Hi. We adopted a dog from a local UK rescue centre about 6 weeks ago. we were told that he was from Bosnia and would need some training re walking on the lead etc but assured that he had a great temperament and would make a good family pet (which certainly seemed to be the case when we met him several times at the centre). He is 3 years old approx.
We are making progress with getting him to walk without pulling on the lead, sitting when told etc. However, he barks and lunges at some people (mainly men) and dogs. We have managed to carefully introduce him to some visitors (women) by meeting the outside the home first but when we have tried the same with a male friend he barked a lot and seemed very aggressive. I am currently choosing walks/times carefully to avoid people and ensure I can keep a distance if we do encounter any men. Interestingly, if we are somewhere busier he does seem to be more accepting of people but from what I have read this is probably just because he has shut down with all the possible triggers around.
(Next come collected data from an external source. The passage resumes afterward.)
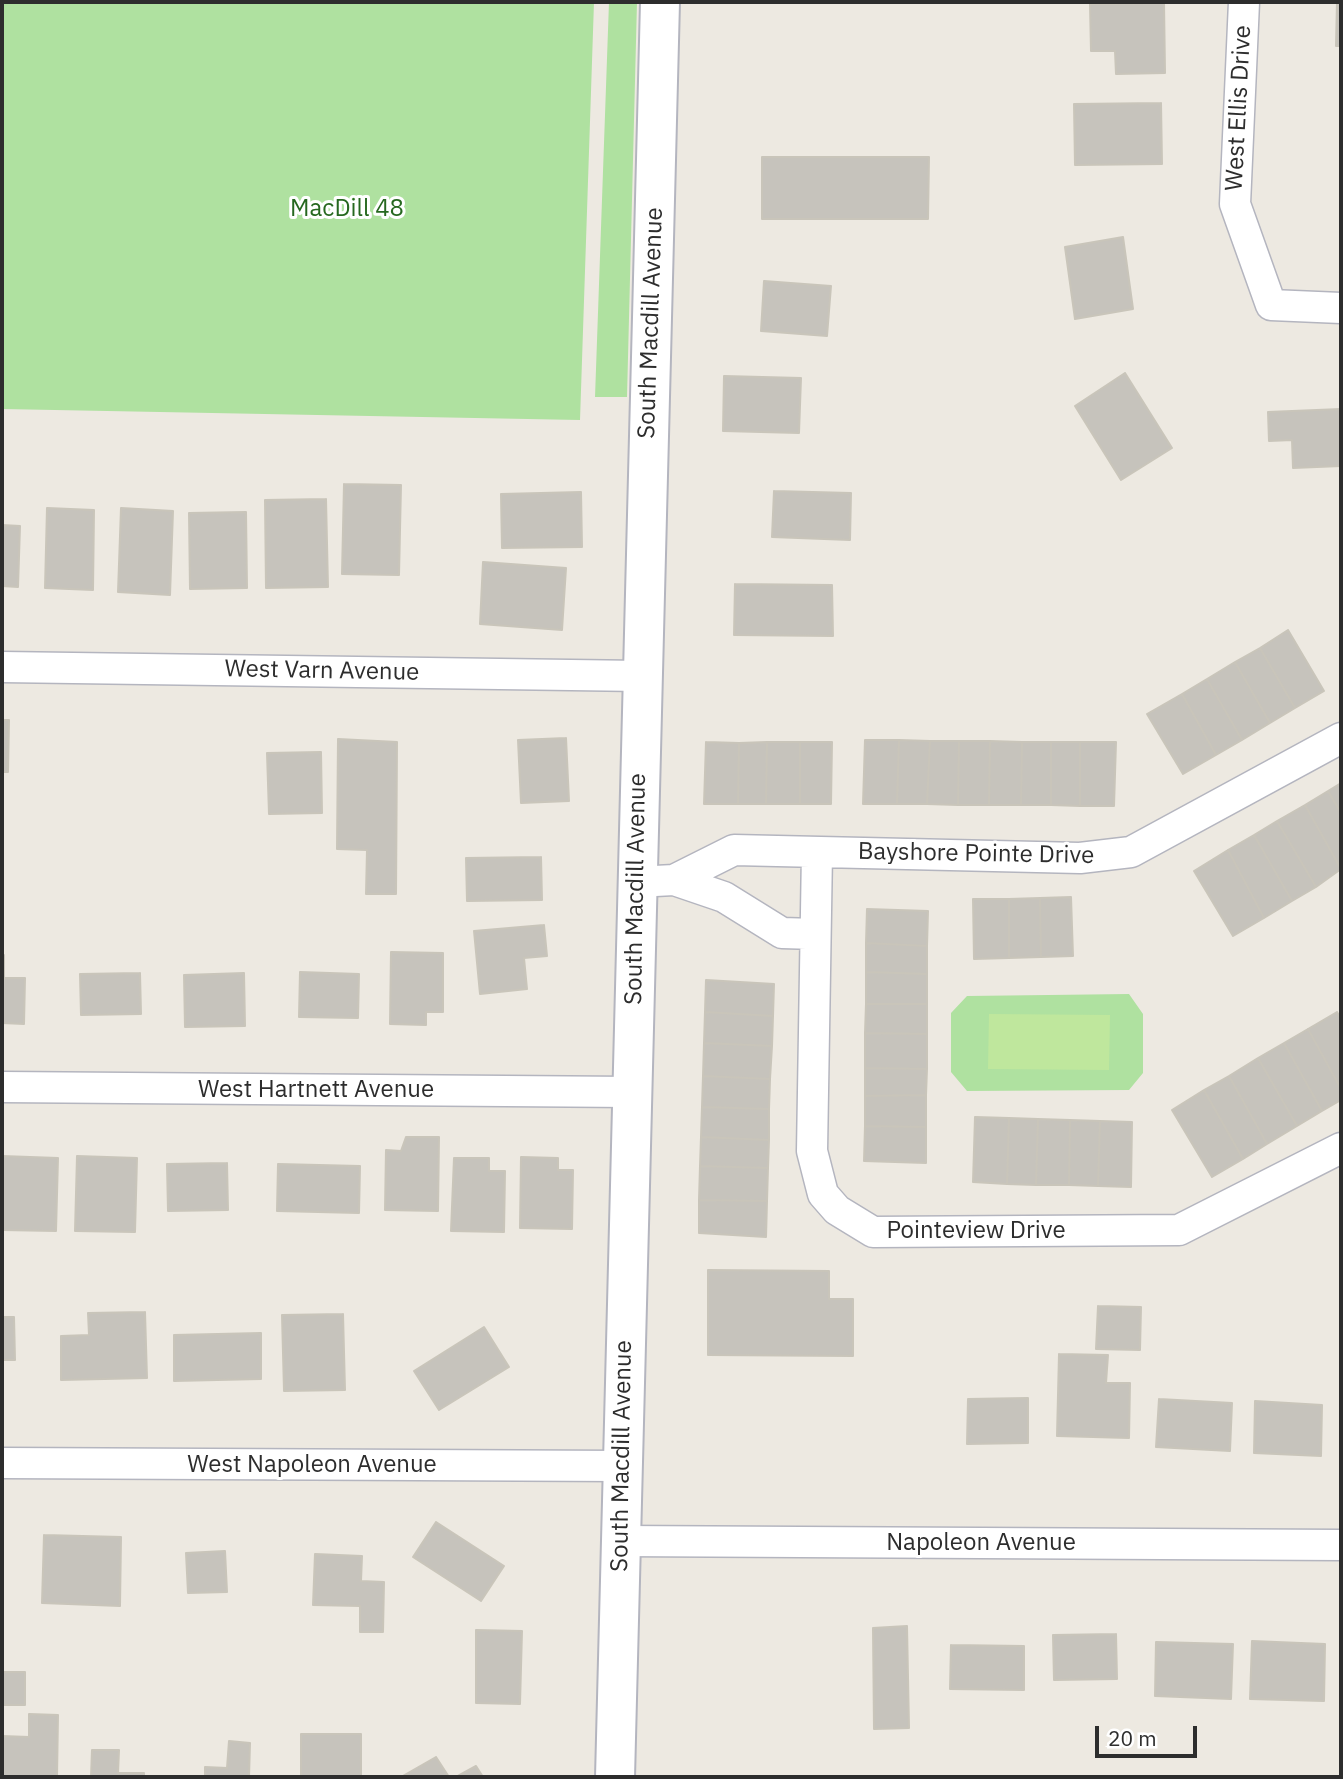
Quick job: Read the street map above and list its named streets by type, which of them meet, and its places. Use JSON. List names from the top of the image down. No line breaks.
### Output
{"streets":{"street":["West Ellis Drive","South Macdill Avenue","West Varn Avenue","Bayshore Pointe Drive","West Hartnett Avenue","Pointeview Drive","West Napoleon Avenue","Napoleon Avenue"]},"crossings":[["South Macdill Avenue","West Varn Avenue"],["South Macdill Avenue","Bayshore Pointe Drive"],["South Macdill Avenue","West Hartnett Avenue"],["South Macdill Avenue","West Napoleon Avenue"],["South Macdill Avenue","Napoleon Avenue"],["Bayshore Pointe Drive","Pointeview Drive"]],"parks":["MacDill 48"],"scale_bar":"20 m"}
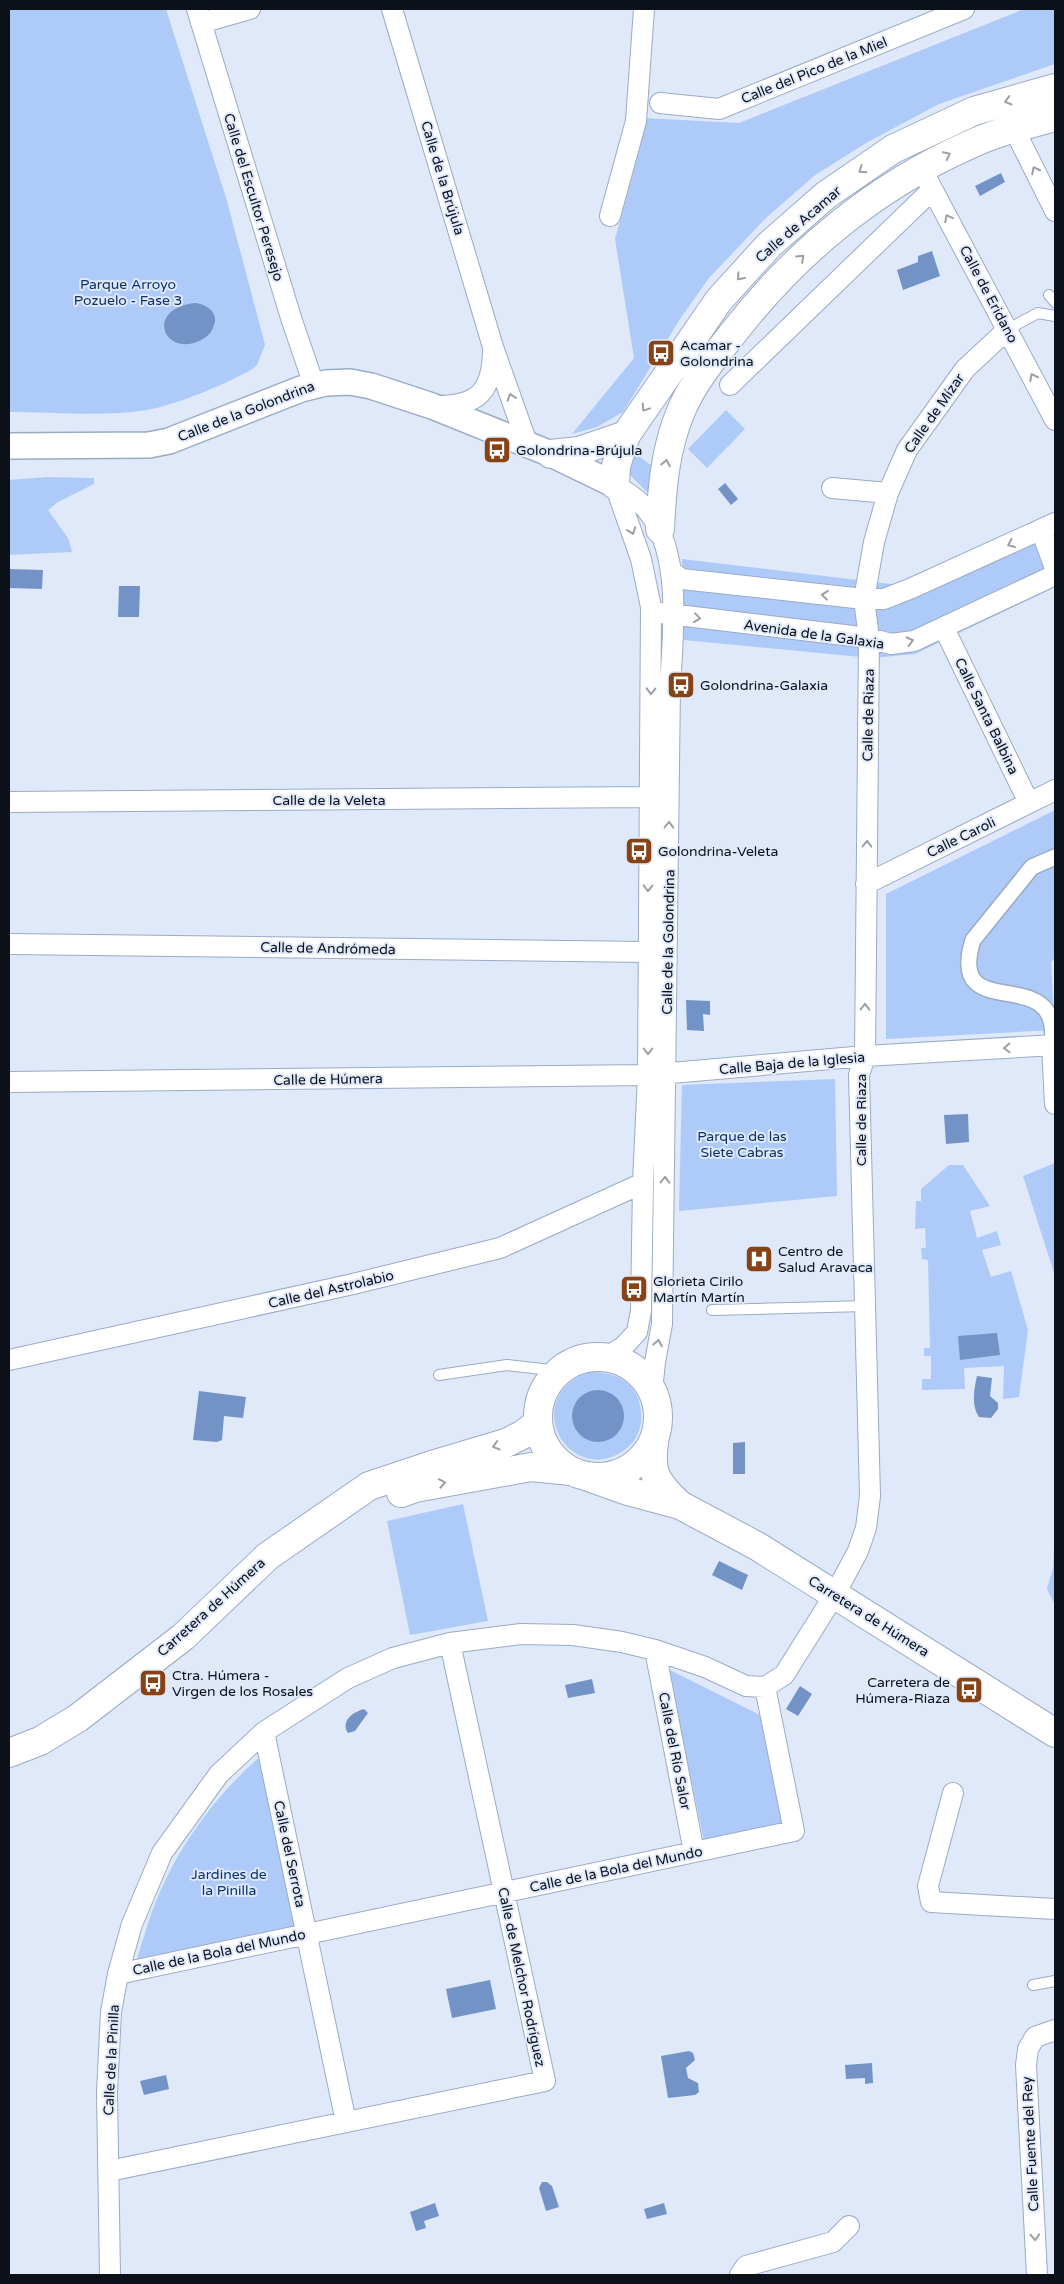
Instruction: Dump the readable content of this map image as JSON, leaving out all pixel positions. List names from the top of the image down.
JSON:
{
  "streets": {
    "main road": ["Calle de Acamar", "Carretera de Húmera"],
    "street": [
      "Calle del Pico de la Miel",
      "Calle de la Brújula",
      "Calle del Escultor Peresejo",
      "Calle de Eridano",
      "Calle de la Golondrina",
      "Calle de Mízar",
      "Avenida de la Galaxia",
      "Calle de Riaza",
      "Calle Santa Balbina",
      "Calle de la Veleta",
      "Calle Caroli",
      "Calle de Andrómeda",
      "Calle Baja de la Iglesia",
      "Calle de Húmera",
      "Calle del Astrolabio",
      "Calle del Río Salor",
      "Calle del Serrota",
      "Calle de la Bola del Mundo",
      "Calle de Melchor Rodríguez",
      "Calle de la Pinilla",
      "Calle Fuente del Rey"
    ]
  },
  "crossings": [
    ["Calle de la Brújula", "Calle de la Golondrina"],
    ["Calle del Escultor Peresejo", "Calle de la Golondrina"],
    ["Calle de Acamar", "Calle de Eridano"],
    ["Calle de Acamar", "Calle de la Golondrina"],
    ["Calle de Eridano", "Calle de Mízar"],
    ["Calle de la Golondrina", "Avenida de la Galaxia"],
    ["Calle de la Golondrina", "Calle de la Veleta"],
    ["Calle de la Golondrina", "Calle de Andrómeda"],
    ["Calle de la Golondrina", "Calle Baja de la Iglesia"],
    ["Calle de la Golondrina", "Calle de Húmera"],
    ["Calle de la Golondrina", "Calle del Astrolabio"],
    ["Calle de la Golondrina", "Carretera de Húmera"],
    ["Calle de Mízar", "Calle de Riaza"],
    ["Avenida de la Galaxia", "Calle de Riaza"],
    ["Avenida de la Galaxia", "Calle Santa Balbina"],
    ["Calle de Riaza", "Calle Caroli"],
    ["Calle de Riaza", "Calle Baja de la Iglesia"],
    ["Calle de Riaza", "Carretera de Húmera"],
    ["Calle Santa Balbina", "Calle Caroli"],
    ["Calle Baja de la Iglesia", "Calle de Húmera"],
    ["Calle del Río Salor", "Calle de la Bola del Mundo"],
    ["Calle del Río Salor", "Calle de la Pinilla"],
    ["Calle del Serrota", "Calle de la Bola del Mundo"],
    ["Calle del Serrota", "Calle de Melchor Rodríguez"],
    ["Calle del Serrota", "Calle de la Pinilla"],
    ["Calle de la Bola del Mundo", "Calle de Melchor Rodríguez"],
    ["Calle de la Bola del Mundo", "Calle de la Pinilla"],
    ["Calle de Melchor Rodríguez", "Calle de la Pinilla"]
  ],
  "one_way": ["Calle de Riaza", "Calle Baja de la Iglesia", "Calle Fuente del Rey"],
  "parks": ["Parque Arroyo Pozuelo - Fase 3", "Parque de las Siete Cabras", "Jardines de la Pinilla"],
  "places": {
    "bus stop": [
      "Acamar - Golondrina",
      "Golondrina-Brújula",
      "Golondrina-Galaxia",
      "Golondrina-Veleta",
      "Glorieta Cirilo Martín Martín",
      "Ctra. Húmera - Virgen de los Rosales",
      "Carretera de Húmera-Riaza"
    ],
    "hospital": ["Centro de Salud Aravaca"]
  }
}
I am in the process of training him to accept a muzzle but due to his unpredictability I dare not have visitors round and I am worried when we are on walks. I am looking for a 1:1 dog trainer and have spoken to one who seems quite worried by what I have described and I have to say so am I.
Has anyone got any experiences of turning around behaviour like this with a rescue dog? I am starting to think that I need to decide whether I am prepared to put up with this behaviour for the rest of his life or return him to the rescue centre. I really don't think I have the mental strength to accept that for the next 10 years or so I cannot have friends over without worrying and to have to walk him at 5am or in empty fields every day. But I know that my children will be devastated if I send him back and I will feel incredibly guilty for failing him.
Any thoughts or advice? I really think I need to make a decision sooner rather than later to avoid everyone getting more attached and making things even harder.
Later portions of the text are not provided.